As another example, U.S. Patent Application Publication No. 2008/0140853 A1 titled “PEER-TO-PEER STREAMING OF NON-LIVE CONTENT” (hereinafter “the '853 Publication”) proposes another use of a P2P network for streaming of non-live content. The '853 Publication's method is based on BitTorrent, a known scheduling algorithm that relies on a rarest-first strategy. The '853 Publication does not address live streaming content, and its proposed solution employing the BitTorrent scheduling algorithm does not appear to be suitable for live streaming content due, for instance, to its lack of time-sensitivity regarding the data being requested.
As still a further example, U.S. Patent Application Publication No. 2008/0037527 A1 titled “Peer-to-Peer Interactive Media-on-Demand” (hereinafter “the '527 Publication”) proposes a method for media-on-demand (MoD) communications in a P2P network. The '527 Publication proposes structuring and storing registration information including media information, play start time and locality of registering peer node. Then, upon receiving a request, a determination is made of a list of parent nodes that can optimally provide media downloading service to requesting peer in dependence of media information requested, its media play start time and locality information of requesting peer. Then, the requesting peer is connected to at least one of the parents to receive, buffer and play the media.

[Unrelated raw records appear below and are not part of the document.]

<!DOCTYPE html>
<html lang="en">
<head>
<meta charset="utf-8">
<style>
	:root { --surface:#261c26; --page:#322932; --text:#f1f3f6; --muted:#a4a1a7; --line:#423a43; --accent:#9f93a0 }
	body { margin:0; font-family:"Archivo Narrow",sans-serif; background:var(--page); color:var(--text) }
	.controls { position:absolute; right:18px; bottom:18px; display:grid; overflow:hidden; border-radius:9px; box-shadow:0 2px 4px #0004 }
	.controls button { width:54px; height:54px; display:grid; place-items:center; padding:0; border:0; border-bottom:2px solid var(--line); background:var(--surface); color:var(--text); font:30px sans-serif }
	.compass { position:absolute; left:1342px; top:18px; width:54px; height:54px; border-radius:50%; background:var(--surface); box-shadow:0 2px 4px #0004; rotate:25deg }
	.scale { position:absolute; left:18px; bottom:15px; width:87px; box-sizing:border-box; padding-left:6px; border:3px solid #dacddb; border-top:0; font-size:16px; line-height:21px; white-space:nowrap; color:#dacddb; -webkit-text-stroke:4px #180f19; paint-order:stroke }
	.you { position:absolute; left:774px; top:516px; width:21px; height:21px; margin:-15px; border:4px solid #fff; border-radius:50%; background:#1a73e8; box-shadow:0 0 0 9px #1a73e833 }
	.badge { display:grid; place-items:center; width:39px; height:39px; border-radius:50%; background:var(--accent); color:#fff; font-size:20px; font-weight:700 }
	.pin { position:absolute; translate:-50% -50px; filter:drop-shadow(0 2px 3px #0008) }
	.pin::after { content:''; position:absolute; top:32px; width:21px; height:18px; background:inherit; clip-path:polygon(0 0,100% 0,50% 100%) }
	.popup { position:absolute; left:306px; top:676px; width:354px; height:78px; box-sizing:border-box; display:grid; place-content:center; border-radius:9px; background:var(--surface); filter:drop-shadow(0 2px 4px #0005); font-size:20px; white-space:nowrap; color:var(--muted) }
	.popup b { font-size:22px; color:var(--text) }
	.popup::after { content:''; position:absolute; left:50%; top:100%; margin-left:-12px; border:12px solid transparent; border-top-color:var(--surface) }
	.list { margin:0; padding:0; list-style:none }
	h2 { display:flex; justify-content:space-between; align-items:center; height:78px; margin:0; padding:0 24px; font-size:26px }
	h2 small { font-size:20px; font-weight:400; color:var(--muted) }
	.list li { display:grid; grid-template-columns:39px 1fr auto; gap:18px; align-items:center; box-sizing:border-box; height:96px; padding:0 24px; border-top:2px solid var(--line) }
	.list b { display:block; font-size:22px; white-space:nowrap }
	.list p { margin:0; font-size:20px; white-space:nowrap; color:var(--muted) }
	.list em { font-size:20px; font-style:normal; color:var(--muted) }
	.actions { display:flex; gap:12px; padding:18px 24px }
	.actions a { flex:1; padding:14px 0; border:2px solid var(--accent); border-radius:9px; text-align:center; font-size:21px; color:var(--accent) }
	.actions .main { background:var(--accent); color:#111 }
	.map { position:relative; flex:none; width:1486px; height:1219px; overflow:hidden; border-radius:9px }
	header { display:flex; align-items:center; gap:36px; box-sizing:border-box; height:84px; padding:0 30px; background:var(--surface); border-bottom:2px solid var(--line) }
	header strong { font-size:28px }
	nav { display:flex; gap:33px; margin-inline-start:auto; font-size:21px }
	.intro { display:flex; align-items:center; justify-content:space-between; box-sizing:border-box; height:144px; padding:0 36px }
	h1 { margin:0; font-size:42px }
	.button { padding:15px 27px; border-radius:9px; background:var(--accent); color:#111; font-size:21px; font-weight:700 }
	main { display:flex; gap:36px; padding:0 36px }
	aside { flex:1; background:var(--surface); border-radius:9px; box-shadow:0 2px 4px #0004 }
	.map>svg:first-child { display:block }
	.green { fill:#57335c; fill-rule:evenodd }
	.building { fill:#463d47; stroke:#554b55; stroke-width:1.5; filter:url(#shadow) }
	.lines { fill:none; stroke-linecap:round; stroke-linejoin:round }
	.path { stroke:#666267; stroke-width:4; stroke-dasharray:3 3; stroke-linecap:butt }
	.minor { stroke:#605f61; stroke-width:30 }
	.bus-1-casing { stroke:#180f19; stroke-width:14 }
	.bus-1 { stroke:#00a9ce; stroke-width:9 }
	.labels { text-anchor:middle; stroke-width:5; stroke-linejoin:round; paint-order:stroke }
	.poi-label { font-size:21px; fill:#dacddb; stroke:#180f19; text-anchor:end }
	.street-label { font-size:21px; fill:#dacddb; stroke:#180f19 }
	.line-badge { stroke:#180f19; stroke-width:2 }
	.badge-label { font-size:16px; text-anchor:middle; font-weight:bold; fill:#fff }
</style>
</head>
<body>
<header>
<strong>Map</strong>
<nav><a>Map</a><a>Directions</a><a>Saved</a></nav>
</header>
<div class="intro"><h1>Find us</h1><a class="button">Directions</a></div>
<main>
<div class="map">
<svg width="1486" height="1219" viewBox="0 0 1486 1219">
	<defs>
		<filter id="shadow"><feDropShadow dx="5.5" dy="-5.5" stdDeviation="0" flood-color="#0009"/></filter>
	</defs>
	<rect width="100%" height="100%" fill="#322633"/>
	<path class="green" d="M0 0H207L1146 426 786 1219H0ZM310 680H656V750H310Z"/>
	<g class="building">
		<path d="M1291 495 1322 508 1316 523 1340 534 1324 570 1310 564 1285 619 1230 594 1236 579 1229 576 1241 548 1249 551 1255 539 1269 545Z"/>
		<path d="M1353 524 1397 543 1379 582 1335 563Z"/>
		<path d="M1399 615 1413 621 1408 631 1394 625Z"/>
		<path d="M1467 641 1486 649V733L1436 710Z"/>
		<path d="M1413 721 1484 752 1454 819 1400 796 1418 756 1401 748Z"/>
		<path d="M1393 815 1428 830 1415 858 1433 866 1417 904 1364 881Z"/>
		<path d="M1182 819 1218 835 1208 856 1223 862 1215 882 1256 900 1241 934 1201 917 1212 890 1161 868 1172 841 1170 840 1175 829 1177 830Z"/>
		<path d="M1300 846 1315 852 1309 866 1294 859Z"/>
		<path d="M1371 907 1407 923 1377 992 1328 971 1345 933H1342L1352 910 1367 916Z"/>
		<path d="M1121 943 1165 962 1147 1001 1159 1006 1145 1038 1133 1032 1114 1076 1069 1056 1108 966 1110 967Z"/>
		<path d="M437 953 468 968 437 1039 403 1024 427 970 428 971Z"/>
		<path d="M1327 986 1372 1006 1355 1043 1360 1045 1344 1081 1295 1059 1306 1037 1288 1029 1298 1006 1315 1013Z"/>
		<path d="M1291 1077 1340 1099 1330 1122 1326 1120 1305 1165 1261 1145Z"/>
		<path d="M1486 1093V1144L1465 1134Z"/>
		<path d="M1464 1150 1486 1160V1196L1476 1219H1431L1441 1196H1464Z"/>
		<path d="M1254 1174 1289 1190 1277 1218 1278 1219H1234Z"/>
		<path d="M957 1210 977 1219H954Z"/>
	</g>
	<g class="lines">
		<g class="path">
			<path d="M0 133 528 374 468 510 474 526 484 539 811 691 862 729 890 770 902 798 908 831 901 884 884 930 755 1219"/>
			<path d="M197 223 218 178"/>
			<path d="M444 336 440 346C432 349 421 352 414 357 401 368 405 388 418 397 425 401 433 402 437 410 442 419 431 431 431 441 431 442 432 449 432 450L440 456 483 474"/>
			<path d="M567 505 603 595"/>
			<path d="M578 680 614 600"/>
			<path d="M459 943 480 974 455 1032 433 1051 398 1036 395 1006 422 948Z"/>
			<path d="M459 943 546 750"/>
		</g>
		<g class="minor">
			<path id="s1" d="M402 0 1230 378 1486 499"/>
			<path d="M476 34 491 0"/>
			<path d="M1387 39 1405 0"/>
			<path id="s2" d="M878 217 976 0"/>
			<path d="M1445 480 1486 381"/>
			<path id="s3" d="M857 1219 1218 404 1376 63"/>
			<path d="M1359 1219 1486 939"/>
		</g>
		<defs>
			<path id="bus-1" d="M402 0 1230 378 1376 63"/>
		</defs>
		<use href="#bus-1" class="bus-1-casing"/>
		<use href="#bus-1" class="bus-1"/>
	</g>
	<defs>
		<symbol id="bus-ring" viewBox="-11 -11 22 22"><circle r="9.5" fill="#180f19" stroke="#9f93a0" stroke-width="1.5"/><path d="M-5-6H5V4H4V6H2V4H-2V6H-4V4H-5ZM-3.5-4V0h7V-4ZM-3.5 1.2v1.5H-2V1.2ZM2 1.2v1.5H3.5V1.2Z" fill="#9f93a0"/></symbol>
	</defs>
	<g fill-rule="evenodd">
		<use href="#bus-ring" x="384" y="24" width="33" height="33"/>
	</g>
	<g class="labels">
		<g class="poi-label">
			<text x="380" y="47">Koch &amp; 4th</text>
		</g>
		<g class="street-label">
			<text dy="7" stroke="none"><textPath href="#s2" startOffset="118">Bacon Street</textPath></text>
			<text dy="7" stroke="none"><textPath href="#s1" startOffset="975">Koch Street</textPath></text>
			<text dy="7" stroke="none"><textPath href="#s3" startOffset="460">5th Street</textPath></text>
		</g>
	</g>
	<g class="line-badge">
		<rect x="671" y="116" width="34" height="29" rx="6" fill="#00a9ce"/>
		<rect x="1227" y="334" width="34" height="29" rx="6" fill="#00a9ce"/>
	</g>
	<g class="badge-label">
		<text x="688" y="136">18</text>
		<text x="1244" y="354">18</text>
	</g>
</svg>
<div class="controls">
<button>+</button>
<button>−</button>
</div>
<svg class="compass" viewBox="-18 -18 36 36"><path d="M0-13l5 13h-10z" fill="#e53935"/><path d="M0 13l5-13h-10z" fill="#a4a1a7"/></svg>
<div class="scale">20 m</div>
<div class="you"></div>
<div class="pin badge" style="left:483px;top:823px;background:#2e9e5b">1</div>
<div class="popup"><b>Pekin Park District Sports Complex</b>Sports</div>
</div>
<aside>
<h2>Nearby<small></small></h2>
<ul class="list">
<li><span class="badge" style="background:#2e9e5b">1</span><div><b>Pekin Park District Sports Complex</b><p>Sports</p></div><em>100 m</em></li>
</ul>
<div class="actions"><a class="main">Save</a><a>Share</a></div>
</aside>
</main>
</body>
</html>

The '527 Publication proposes that each peer client buffers the media it has played for a certain period of time, depending on the size of its buffer. The client buffer is divided into three parts: 1) just played, which caches the media the peer has played; 2) ready to play, which stores the stream received and ready to be played; and 3) collecting, which is a space for collecting the stream from multiple parents (see e.g, paragraphs 0038-0041 of the '527 Publication). In the '527 Publication, for a peer y to become a parent of another peer x, its just played buffer must contain the stream data which is being collected by x. The '527 Publication proposes use of DHT, an efficient P2P searching technique, to identify parents for a peer to connect to, see e.g., paragraphs 0043-0046 of the '527 Publication.

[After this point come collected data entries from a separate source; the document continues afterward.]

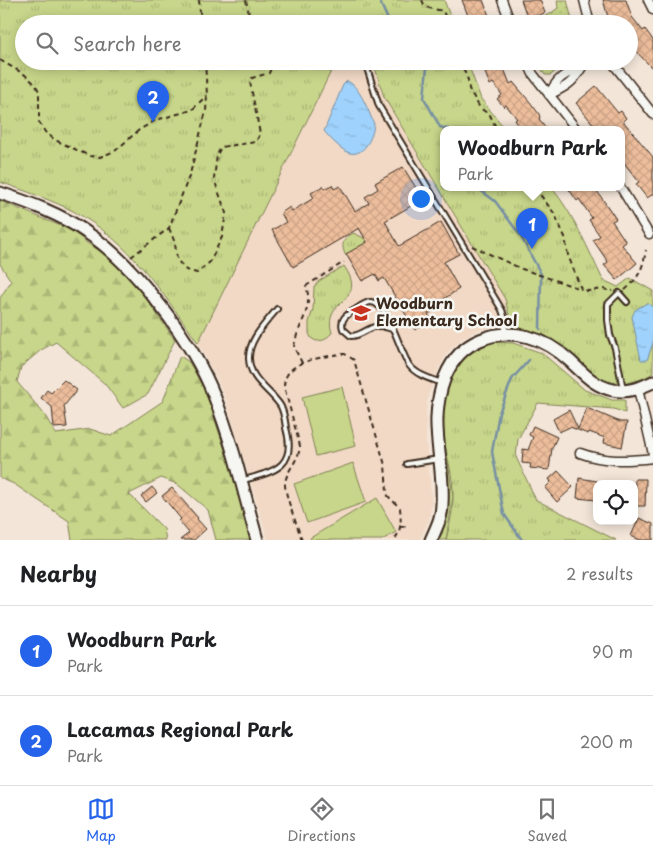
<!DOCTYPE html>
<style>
:root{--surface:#fff;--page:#f6f6f6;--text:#202124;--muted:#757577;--line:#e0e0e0;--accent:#2563eb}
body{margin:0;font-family:"Playpen Sans",sans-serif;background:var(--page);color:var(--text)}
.controls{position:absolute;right:15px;bottom:15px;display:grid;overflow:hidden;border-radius:10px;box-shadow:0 2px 12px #0003}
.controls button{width:45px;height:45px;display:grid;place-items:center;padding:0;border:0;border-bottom:1px solid var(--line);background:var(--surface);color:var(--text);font:25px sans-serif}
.you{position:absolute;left:420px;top:198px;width:18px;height:18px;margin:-12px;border:4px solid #fff;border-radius:50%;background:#1a73e8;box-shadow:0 0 0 8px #1a73e833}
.badge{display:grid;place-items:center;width:32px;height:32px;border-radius:50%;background:var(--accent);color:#fff;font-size:16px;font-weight:700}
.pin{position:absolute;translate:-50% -41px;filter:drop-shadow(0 1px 2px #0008)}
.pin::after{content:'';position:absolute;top:26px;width:18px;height:15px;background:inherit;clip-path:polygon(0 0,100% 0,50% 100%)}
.popup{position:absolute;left:440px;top:126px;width:185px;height:65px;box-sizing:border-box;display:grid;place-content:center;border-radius:10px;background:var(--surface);filter:drop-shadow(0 1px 4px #0005);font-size:16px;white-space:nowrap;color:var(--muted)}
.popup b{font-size:19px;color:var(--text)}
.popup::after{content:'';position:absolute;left:50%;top:100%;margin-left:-10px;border:10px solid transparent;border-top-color:var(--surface)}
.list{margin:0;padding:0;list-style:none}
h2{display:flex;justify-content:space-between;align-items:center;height:65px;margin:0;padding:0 20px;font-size:21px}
h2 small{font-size:16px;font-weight:400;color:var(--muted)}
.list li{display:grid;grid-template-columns:32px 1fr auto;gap:15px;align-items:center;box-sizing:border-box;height:90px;padding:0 20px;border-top:1px solid var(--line)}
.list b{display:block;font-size:19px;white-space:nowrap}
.list p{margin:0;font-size:16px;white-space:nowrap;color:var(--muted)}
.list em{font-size:16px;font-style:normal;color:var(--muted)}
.icon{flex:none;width:28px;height:28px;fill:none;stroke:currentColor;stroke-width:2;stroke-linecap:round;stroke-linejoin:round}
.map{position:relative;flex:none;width:653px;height:540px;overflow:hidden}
.search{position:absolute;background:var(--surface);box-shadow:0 2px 12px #0003;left:15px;right:15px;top:15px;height:55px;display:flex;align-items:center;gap:12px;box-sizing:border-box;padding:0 18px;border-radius:28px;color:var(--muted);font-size:19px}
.sheet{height:245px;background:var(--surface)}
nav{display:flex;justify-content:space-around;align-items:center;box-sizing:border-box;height:70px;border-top:1px solid var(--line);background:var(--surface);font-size:14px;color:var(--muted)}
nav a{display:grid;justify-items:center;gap:2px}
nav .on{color:var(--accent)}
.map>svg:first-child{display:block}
.built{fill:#f1d9c6}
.grass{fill:url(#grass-dots);stroke:#818054}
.forest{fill:url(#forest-firs);stroke:#818054}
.park{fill:url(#park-tufts);stroke:#818054}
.pitch{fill:#c7d68a;stroke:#818054}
.water{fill:url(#water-ripples);stroke:#778fa4}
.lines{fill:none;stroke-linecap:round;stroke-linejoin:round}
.stream{stroke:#778fa4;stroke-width:2.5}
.building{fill:url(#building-cross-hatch);stroke:#3b2a1e}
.lane-casing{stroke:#3b2a1e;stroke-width:8}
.street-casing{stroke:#3b2a1e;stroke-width:11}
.secondary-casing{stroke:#3b2a1e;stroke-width:15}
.path{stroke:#3b2a1e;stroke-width:2;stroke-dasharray:5 4;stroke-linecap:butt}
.lane{stroke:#f6f6f2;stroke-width:4}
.street{stroke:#f6f6f2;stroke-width:8}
.secondary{stroke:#f6f6f2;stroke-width:11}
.labels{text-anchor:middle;stroke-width:5;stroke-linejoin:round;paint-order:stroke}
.poi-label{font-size:15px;font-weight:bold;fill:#3b2a1e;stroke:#f6f6f2;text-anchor:start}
</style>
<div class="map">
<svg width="653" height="540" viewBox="0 0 653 540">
<defs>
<pattern id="grass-dots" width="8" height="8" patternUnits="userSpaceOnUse" patternTransform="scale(1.25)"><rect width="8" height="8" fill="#c7d68a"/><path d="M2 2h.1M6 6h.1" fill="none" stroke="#acb877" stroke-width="1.8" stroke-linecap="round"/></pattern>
<pattern id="forest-firs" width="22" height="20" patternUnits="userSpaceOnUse" patternTransform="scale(1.25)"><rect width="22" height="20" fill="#c7d68a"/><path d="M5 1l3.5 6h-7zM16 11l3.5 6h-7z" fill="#acb877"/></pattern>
<pattern id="park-tufts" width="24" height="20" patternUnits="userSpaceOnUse" patternTransform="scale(1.25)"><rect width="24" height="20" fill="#c7d68a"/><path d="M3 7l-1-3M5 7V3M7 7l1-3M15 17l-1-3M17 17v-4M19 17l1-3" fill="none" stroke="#acb877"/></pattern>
<pattern id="water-ripples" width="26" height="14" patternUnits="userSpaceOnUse" patternTransform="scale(1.25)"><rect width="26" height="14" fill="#9fd3fd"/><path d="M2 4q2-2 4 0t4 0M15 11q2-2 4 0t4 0" fill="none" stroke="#8ab5d8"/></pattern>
<pattern id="building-cross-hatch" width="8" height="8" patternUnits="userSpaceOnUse" patternTransform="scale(1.25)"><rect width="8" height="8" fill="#edbe9c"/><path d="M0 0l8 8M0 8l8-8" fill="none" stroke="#cca386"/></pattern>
</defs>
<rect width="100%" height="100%" fill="#f3e5d8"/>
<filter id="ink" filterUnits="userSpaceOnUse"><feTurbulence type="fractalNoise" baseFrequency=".02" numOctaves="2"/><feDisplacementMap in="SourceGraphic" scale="10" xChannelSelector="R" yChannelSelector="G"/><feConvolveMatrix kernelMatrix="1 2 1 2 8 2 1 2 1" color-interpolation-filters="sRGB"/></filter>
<g filter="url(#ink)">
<path class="built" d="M336,61H373L384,97L505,299L512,327H495L477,331L463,338L447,353L439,368L428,396L426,413V441L432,503L429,520L420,540H268L226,400L217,379L198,343Z"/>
<path class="grass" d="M557,0H567L573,24H526L550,14L558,8Z
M536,61H568L551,75H545Z
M446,447L453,497L446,540H439C454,507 446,481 446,447Z"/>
<path class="forest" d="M0,201L73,231L87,243L112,258L143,294L175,340L148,394L123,408L105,384L56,342L41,350L21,367L17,382L44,414L56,434L90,429L111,436L163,401L180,356L189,362L205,390L255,540H216L208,510L177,484L161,478L129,494L164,529L166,540H72L69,521L14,484L0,478V298L11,281L0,264Z"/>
<path class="park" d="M0,0H444L453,24H24V61H336L198,343C163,293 130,242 75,212C54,201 23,190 0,182Z
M373,61H467L481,99L506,130H443V188H552C574,215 588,249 603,280L618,287L630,278L653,291V307L646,303L647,359L653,343V373C633,386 608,387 588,371C577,362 568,351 556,343C544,335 526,332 512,327L505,299L384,97Z
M353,233L364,238L367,243L346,256C340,245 343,239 353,233Z
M344,266C370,303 321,298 332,333L324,340L316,341L311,338L309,333V322L313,309L314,287L319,281Z
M490,342L513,343L542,353L585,390L612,400H625V413L614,409L538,403L518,439L516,457L536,500L616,540H446C449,527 453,512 453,498C454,475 445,452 442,429C439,406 450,367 470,352C475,347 484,345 490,342Z"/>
<path class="pitch" d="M342,387L356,446L316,456L302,397Z
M353,463L366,502L307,523L294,484Z
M377,498L396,532L382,540H311L310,538Z"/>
<path class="water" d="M347,81C359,85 369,112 374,124C373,138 362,161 345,151C337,146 330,138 324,131L343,85Z
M647,303L653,307V343L647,360H641L632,317L635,310Z"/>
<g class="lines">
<path class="stream" d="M379,0L390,24
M420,61L427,67L424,98L440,127L451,130
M480,188V190L495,201L520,235L541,274L540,329
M522,540L504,514L492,452L499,413L512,379L529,360"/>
</g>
<path class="building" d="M462,0H483L491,21L485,24H473L472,20L470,21Z
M521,0H540L545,13L528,19Z
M603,0H626L632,17L643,31L645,29L653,40V69L629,44V24H614L611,16L608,17Z
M490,61H501L510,84L513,82L530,102L539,114L540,118L539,119L548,130H521L515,120L517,119L506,105L504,107L497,99L502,95L493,83L490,85L482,65Z
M596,86L618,113L621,111L626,118L623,121L653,157V194L647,198L636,184L639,182L621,159V130H598L576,103Z
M403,167L423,199L385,221L399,246L441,222L459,254L444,262L459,289L439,302L441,307L428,314L432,320L415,330L384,278L379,281L375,274L362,281L346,254L367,242L359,228L293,267L272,230L286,222L281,213L290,207L292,211L314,198L311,193L323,186L324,189L332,185L334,189L340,186L355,211L369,203L365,197L378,189L375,183Z
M568,188H595L616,219L612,221L626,242L622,245L637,263L617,280L604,265L608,262L593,240L600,236L589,220L592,218L579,199L577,201Z
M64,380L77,390L64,406L67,427L54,428L52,407L41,398L47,390L51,393Z
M587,408L620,422H627L622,447L604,443L605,438L589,432L588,434L570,427L559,432L553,419L569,410L578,429Z
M533,426L557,437L552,448L549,470L530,468L531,464L522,463L523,449L528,450L533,437L529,435Z
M558,471L573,487L557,502L545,488L551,482L549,479Z
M579,478L597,481V500L577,498Z
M635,479H646L645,506H634Z
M152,487L157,493L146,502L141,496Z
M172,488L198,518L197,519L206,529L194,540H180L189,533L179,521L181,519L162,496Z
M639,518L653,524V540H640L631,536Z"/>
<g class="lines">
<defs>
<path id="lane" d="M367,68L379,106L502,310L505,319V333
M392,329C388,328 383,326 380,326C369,326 362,336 351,336L343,329C340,320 345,316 353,311C358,308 364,303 370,302C388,301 400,352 409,365C416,375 431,379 442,383
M623,389L615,348L610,335L608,320V304L619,293L627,302
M407,464L439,459
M244,480C275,471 297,467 286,428C285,421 284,411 280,405C269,389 250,380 249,359C248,340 266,323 277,309"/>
<path id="street" d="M502,0L511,24
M584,0L590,24
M648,0L653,10
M527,61L533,74L577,130
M611,61L653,114
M549,95C561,70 570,75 590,61
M549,95C566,87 573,83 582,67
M621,188L649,234
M638,389L653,454
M580,453C604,462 627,461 653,458"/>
<path id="secondary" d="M0,193C30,203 60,214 86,232C135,264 194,343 215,398C233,444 244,493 257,540
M431,540C436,528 442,518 442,504C445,459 427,424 445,377C452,360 463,347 480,340C512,326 545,338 570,361C583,373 594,386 613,390C627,393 640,388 653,382"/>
</defs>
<use href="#lane" class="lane-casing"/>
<use href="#street" class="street-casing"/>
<use href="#secondary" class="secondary-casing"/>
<path class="path" d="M199,0L201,24
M246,0L251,24
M422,0C426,11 433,8 443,11L448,24
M0,60L24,74L35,84L39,91V122L45,132L55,140L90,156L100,157L115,151L139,130L156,120L192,110L207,95
M460,61L468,80L469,89L480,108L490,115L497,130
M462,67L478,61
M535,188L554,213L565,237L568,255L581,289L588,291L603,289L613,291
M169,228L175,243L177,260L186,270L197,273L210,262L222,237L226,213L214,179L217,155L221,147L256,142L260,134L250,82L252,78L269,73L274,61
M472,246L522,269L581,289
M131,257L169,228L190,174L206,111L207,95L205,61
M625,290C639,278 643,268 646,250
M302,363L294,347C297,325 314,310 306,286L344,262
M401,527L408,526V524
M302,540C298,528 284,493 285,483C287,469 299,461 300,446L284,386C285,360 319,359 339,354H345L354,360L385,465L387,491L388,496L400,508C401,520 402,530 394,540"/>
<use href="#lane" class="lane"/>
<use href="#street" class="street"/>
<use href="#secondary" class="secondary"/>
</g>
</g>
<defs>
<symbol id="school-bare" viewBox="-9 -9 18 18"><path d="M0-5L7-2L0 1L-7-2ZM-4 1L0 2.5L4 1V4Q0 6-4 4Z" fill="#c8321e" stroke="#f6f6f2" stroke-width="2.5" paint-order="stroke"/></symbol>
</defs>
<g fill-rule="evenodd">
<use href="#school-bare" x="347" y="299" width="28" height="28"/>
</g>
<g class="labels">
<g class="poi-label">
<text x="376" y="309">Woodburn<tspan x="376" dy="17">Elementary School</tspan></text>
</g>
</g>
</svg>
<div class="controls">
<button><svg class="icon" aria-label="locate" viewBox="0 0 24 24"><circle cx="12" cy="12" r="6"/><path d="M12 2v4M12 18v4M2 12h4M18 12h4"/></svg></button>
</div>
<div class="you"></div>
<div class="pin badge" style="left:532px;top:249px">1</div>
<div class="popup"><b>Woodburn Park</b>Park</div>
<div class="pin badge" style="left:153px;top:122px">2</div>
<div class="search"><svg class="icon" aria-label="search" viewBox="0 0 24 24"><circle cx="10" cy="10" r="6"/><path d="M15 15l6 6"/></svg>Search here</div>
</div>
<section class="sheet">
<h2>Nearby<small>2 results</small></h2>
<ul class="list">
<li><span class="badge">1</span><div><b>Woodburn Park</b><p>Park</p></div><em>90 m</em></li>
<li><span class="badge">2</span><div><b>Lacamas Regional Park</b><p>Park</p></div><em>200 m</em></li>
</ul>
</section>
<nav>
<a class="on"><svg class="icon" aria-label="map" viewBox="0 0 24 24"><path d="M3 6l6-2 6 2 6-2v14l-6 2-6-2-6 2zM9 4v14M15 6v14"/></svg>Map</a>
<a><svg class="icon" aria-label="directions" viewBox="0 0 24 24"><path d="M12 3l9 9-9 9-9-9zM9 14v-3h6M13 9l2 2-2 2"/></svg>Directions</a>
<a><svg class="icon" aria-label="saved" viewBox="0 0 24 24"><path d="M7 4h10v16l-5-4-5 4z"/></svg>Saved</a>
</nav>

The '527 Publication further explains its process as follows in paragraph 0047:                After connecting to several parents, the peer needs to coordinate its parents for streaming non-overlapping parts of the media. The preferred embodiment divides each media [into] W segments with each segment containing 1-second media, and then divides each segment further into M equal-sized blocks. For example, 1-second video of bitrate 450 kbps is divided into 64 blocks, and thus each block is about 900 bytes which fits into one packet. For each segment of media, a bitmap representation is sent to a parent fort [sp: “for”] requesting data blocks from that parent. Each block in the segment is represented by one bit, with the bit set to 1 indicating requesting block. With another 2-byte segment number, all data blocks in the media can be identified uniquely.        
The '527 Publication focuses on video-on-demand content distribution, and does not address live streaming content, for example.
A desire exists for an alternative and/or improved technique for scheduling data requests in a P2P network, particularly for a scheduling technique that is suitable for scheduling peer data requests for live streaming data.